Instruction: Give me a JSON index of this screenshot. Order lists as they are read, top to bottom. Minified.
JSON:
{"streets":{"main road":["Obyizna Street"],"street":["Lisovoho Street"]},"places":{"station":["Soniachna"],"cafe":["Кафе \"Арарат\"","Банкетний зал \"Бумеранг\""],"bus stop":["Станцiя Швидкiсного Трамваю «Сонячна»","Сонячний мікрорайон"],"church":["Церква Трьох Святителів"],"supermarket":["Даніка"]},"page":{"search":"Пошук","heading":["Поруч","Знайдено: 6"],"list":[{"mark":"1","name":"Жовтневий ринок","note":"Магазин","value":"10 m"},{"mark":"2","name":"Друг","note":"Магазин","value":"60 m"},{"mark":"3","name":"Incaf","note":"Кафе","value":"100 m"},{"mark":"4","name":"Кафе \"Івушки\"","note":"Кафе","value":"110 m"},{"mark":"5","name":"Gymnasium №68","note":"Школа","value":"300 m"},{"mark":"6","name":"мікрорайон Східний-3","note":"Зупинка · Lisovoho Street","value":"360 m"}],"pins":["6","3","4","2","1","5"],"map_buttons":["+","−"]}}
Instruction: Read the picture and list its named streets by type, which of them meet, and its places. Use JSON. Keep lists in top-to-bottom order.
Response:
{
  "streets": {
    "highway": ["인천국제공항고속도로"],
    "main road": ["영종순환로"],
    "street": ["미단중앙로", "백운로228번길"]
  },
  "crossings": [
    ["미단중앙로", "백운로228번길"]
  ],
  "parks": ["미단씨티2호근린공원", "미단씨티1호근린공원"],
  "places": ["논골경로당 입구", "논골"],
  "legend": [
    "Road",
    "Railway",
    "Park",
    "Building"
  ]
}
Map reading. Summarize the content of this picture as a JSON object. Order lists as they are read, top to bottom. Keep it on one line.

Exercise instructions —
Repeat the data in full, matching each line exactly.

Result of this exercise —
Instruction: Give me a JSON index of this screenshot. Order lists as they are read, top to bottom. Minified.
JSON:
{"streets":{"main road":["Obyizna Street"],"street":["Lisovoho Street"]},"places":{"station":["Soniachna"],"cafe":["Кафе \"Арарат\"","Банкетний зал \"Бумеранг\""],"bus stop":["Станцiя Швидкiсного Трамваю «Сонячна»","Сонячний мікрорайон"],"church":["Церква Трьох Святителів"],"supermarket":["Даніка"]},"page":{"search":"Пошук","heading":["Поруч","Знайдено: 6"],"list":[{"mark":"1","name":"Жовтневий ринок","note":"Магазин","value":"10 m"},{"mark":"2","name":"Друг","note":"Магазин","value":"60 m"},{"mark":"3","name":"Incaf","note":"Кафе","value":"100 m"},{"mark":"4","name":"Кафе \"Івушки\"","note":"Кафе","value":"110 m"},{"mark":"5","name":"Gymnasium №68","note":"Школа","value":"300 m"},{"mark":"6","name":"мікрорайон Східний-3","note":"Зупинка · Lisovoho Street","value":"360 m"}],"pins":["6","3","4","2","1","5"],"map_buttons":["+","−"]}}
Instruction: Read the picture and list its named streets by type, which of them meet, and its places. Use JSON. Keep lists in top-to-bottom order.
Response:
{
  "streets": {
    "highway": ["인천국제공항고속도로"],
    "main road": ["영종순환로"],
    "street": ["미단중앙로", "백운로228번길"]
  },
  "crossings": [
    ["미단중앙로", "백운로228번길"]
  ],
  "parks": ["미단씨티2호근린공원", "미단씨티1호근린공원"],
  "places": ["논골경로당 입구", "논골"],
  "legend": [
    "Road",
    "Railway",
    "Park",
    "Building"
  ]
}
Map reading. Summarize the content of this picture as a JSON object. Order lists as they are read, top to bottom. Keep it on one line.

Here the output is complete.